Any opinions? I'm getting the urge to subscribe to something, preferably well-rounded (And full of awesome photos, of course).


----------



## Fiend4Halloween (Aug 28, 2008)

My favorite is Fangoria. I've been reading this mag since the early 80's and it's packed with great pix, interviews, book, game and dvd reviews, all pertaining to the horror genre. Gorezone is another favorite as well, and then Rue Morgue.


----------



## VonScotchington (Aug 13, 2009)

Fangoria is definitely the standard against which all others are measured, but for me Rue Morgue has been consistently more interesting in terms of what they write about for the last couple of years. There was also a bi-monthly called HorrorHound that I liked but I haven't seen it around for a while.


----------



## Johnny Thunder (Feb 24, 2006)

I know they appeal to the fans of older flicks, but my favs are *Scary Monsters Magazine*, *Cult Movies* and *Monsters From the Vault*.


----------



## mystair13 (May 12, 2008)

Most of those magazines just deal with movies. HorrorHound covers everything from movies and television, to games and toys. Two recent articles I really enjoyed was on horror themed pinball machines and anthologies such as Tales from the Crypt and The Twilight Zone. This is the only magazine I read on a daily basis although I do subscribe to HauntWorld and Haunted Attractions magazine.


----------



## saint paul mn (Jun 6, 2009)

Fangoria is pretty awesome and is the one you should probably get.

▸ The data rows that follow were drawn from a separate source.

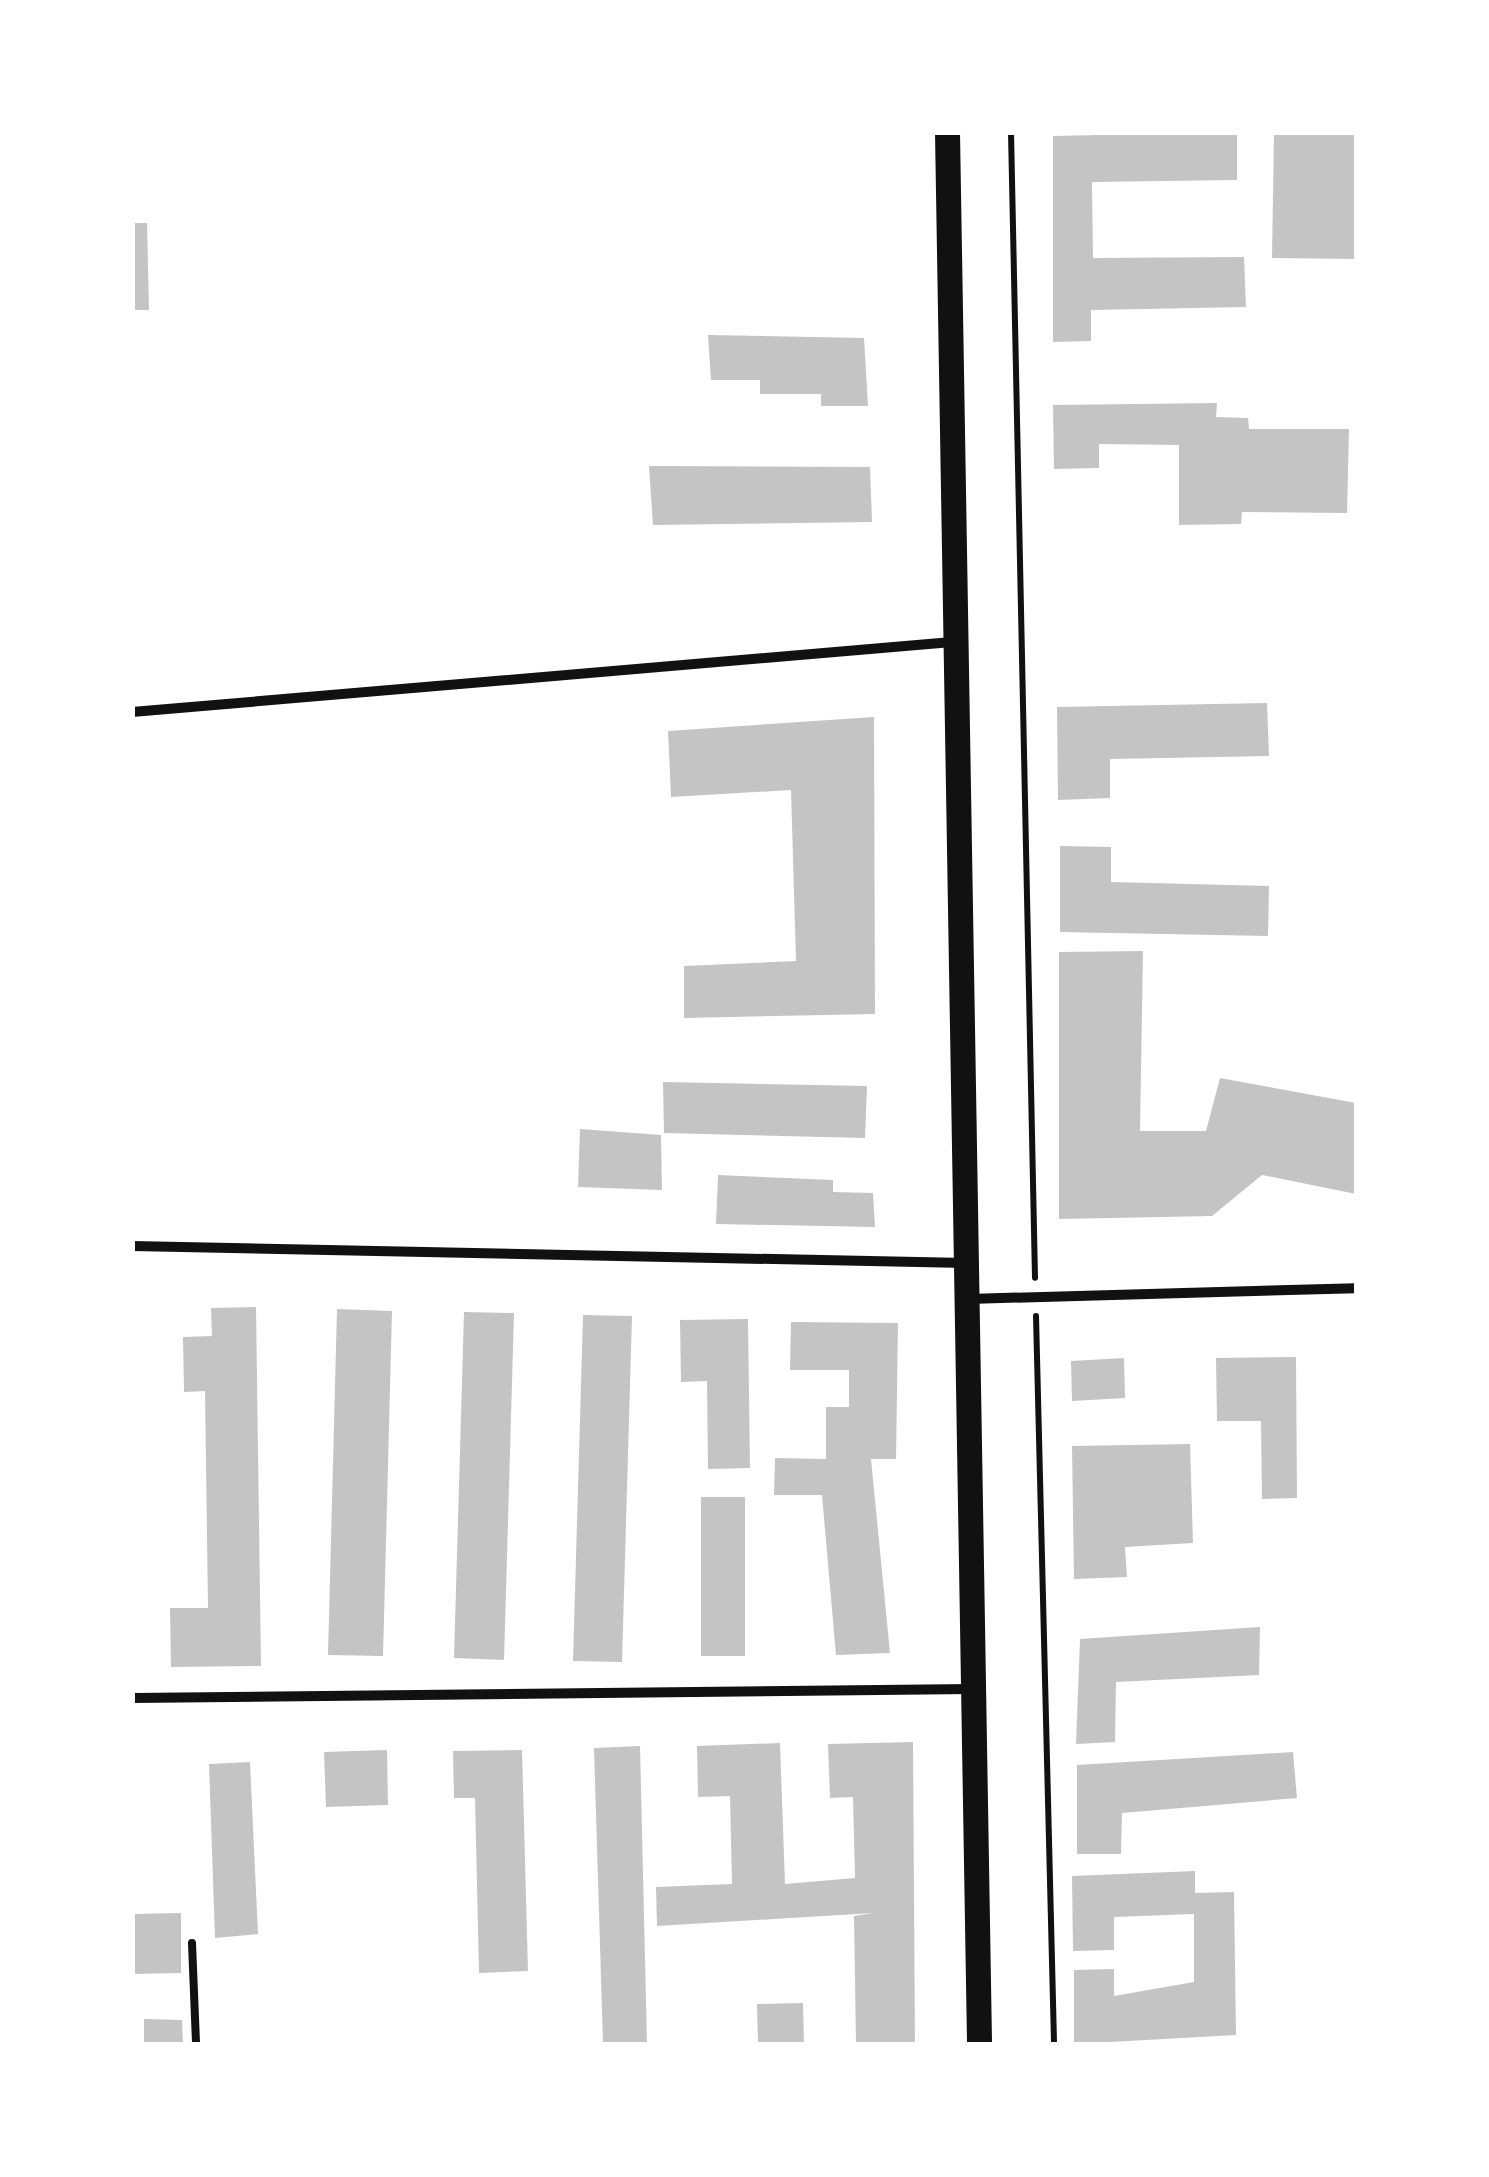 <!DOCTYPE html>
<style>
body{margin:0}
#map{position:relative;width:1489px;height:2177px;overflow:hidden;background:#fff;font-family:Karla,sans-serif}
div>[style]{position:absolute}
.building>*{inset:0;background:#c4c4c4}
.path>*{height:6px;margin:-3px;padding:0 3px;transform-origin:3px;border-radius:3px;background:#111}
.service>*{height:8px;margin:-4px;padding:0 4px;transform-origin:4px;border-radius:4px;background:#111}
.minor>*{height:10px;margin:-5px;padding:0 5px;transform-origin:5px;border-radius:5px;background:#111}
.primary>*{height:25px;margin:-12.5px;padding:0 12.5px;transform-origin:12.5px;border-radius:12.5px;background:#111}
span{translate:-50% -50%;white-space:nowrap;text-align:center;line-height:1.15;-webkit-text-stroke:8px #fff;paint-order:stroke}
.frame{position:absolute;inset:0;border:135px solid #fff;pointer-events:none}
</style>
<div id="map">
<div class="building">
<i style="clip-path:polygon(1237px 132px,1237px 180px,1092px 182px,1093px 258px,1244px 257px,1246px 307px,1091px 310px,1091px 341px,1053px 342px,1053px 136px)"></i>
<i style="clip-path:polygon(1274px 132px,1356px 132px,1356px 259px,1272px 258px)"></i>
<i style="clip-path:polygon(132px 223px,147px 223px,149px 310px,132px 310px)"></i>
<i style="clip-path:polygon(708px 335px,864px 338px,868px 406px,821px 406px,821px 394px,760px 394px,760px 380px,711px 380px)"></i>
<i style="clip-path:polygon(1217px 403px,1216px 417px,1248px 418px,1249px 429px,1349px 429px,1347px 513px,1242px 512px,1241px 524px,1179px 525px,1179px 445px,1099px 444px,1099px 468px,1054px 469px,1053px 405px)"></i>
<i style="clip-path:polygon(649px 466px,870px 467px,872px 522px,653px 525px)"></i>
<i style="clip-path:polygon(1267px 703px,1269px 756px,1110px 759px,1110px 798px,1058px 800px,1057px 707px)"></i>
<i style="clip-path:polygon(874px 717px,875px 1014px,684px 1018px,684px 966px,796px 961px,791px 790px,671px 797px,668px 731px)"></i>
<i style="clip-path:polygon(1060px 846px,1111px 847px,1111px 882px,1269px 886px,1268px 936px,1060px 932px)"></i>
<i style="clip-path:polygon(1143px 951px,1140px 1131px,1206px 1131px,1220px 1078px,1356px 1103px,1356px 1194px,1262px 1175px,1212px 1216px,1059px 1219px,1059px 952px)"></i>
<i style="clip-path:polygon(663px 1082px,867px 1086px,865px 1138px,664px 1133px)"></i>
<i style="clip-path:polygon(580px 1129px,661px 1135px,662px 1190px,578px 1187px)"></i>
<i style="clip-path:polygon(718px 1175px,833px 1180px,833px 1192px,873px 1193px,875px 1227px,716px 1224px)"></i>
<i style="clip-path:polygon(256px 1307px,261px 1666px,171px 1667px,170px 1608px,208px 1608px,205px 1391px,184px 1392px,183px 1337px,212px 1336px,211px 1308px)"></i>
<i style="clip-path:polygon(337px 1309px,392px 1311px,383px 1656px,328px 1655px)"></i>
<i style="clip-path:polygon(464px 1312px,514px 1313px,504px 1660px,454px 1658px)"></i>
<i style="clip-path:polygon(583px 1315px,632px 1316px,622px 1662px,573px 1661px)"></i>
<i style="clip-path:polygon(748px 1319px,750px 1468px,708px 1469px,707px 1381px,681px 1382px,680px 1320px)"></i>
<i style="clip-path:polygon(791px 1322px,898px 1323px,896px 1459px,871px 1459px,890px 1653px,836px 1655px,822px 1495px,774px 1495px,775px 1458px,826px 1459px,826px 1407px,849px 1407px,849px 1370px,790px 1370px)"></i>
<i style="clip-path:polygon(1296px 1357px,1297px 1498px,1262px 1499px,1261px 1421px,1217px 1421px,1216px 1358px)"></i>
<i style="clip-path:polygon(1124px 1358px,1125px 1398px,1072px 1401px,1071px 1361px)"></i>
<i style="clip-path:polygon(1190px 1444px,1193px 1543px,1125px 1547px,1127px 1577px,1074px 1579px,1072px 1446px)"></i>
<i style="clip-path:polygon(701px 1497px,745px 1497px,745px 1656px,701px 1656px)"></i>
<i style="clip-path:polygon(1260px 1627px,1259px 1675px,1116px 1682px,1115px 1742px,1076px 1744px,1080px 1639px)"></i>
<i style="clip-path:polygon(913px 1742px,915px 2044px,856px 2044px,854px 1916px,873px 1913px,657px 1926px,656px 1887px,732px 1884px,730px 1796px,698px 1797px,697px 1746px,780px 1743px,785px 1884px,855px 1878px,853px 1797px,830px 1798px,828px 1744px)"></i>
<i style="clip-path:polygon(640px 1746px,647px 2044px,603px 2044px,594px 1748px)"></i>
<i style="clip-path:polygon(387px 1750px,388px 1805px,326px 1807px,324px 1752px)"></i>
<i style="clip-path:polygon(522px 1750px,528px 1971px,479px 1973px,475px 1798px,454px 1798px,453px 1751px)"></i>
<i style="clip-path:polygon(1293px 1752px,1297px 1798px,1122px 1813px,1121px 1854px,1077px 1854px,1077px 1765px)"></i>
<i style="clip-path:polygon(250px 1762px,258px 1934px,215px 1938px,209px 1764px)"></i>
<i style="clip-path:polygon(1195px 1871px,1195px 1893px,1234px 1892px,1236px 2035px,1074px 2044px,1074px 1970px,1114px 1969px,1114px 1996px,1194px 1982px,1194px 1914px,1114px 1917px,1114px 1950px,1073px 1951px,1072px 1876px)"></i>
<i style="clip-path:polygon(181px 1913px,181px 1973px,132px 1974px,132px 1914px)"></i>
<i style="clip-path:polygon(803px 2003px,804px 2044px,758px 2044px,757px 2004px)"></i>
<i style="clip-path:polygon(144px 2019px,182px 2020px,183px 2044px,144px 2044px)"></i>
</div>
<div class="path">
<i style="left:1011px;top:132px;width:1146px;rotate:88.8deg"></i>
<i style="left:1036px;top:1316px;width:728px;rotate:88.58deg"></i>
</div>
<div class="service">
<i style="left:192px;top:1943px;width:101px;rotate:87.7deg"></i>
</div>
<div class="minor">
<i style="left:132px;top:712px;width:823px;rotate:-4.88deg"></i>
<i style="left:132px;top:1246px;width:834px;rotate:1.17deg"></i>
<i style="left:968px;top:1299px;width:388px;rotate:-1.6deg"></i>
<i style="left:132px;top:1698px;width:840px;rotate:-0.61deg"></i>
</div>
<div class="primary">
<i style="left:947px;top:132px;width:1912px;rotate:89.04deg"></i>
</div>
<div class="frame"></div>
</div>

I am partial to Rue Morgue.

http://www.rue-morgue.com/


----------



## sparky (Dec 7, 2006)

Michael Price said:


> Any opinions? I'm getting the urge to subscribe to something, preferably well-rounded (And full of awesome photos, of course).


 I'm also thinking about a good subscription to get ,I never see anything in the stores to even look at......
What gives there party store owners, scared????


----------



## Michael Price (Aug 3, 2009)

*Thanks guys!*

I've checked these guys out at my local bookstore - Horrorhound and Rue-Morgue seem to be my favorites. Horrorhound rocks! I've never seen a magazine so jam-packed with awesome photos and cool articles. Did I mention the toys and collectible figures? As if I didn't have enough things to spend money on...


----------



## Parabola (Jul 4, 2008)

For me, Rue Morgue is the standout when it comes to horror. They cover movies, books, art, comics, music, and games each issue. I also like Horrorhound enough to buy. I will read Fangoria at the bookstore with my coffee : ) The only other magazine I buy each time it comes out is Amazing Figure Modeler. Love that one too.


----------



## Gothic Nightmare (Jul 19, 2007)

I like both Fangoria and Rue Morgue. Online mags I read include Bloody Disgusting, Dread Central, and Fear Zone (which I'm in).

All time fav is Famous Monsters of Filmland. I love the old Warren mags.


----------



## Don of the Dead (Aug 17, 2005)

Fangoria used to be king, but between spoilers and them covering.....uhg...Twilight....I"ll go with Rue Morgue or Horrorhound.


----------



## Don of the Dead (Aug 17, 2005)

Michael Price said:


> I've checked these guys out at my local bookstore - Horrorhound and Rue-Morgue seem to be my favorites. Horrorhound rocks! I've never seen a magazine so jam-packed with awesome photos and cool articles. Did I mention the toys and collectible figures? As if I didn't have enough things to spend money on...


Horror Toys? Who would think of just a thing?


----------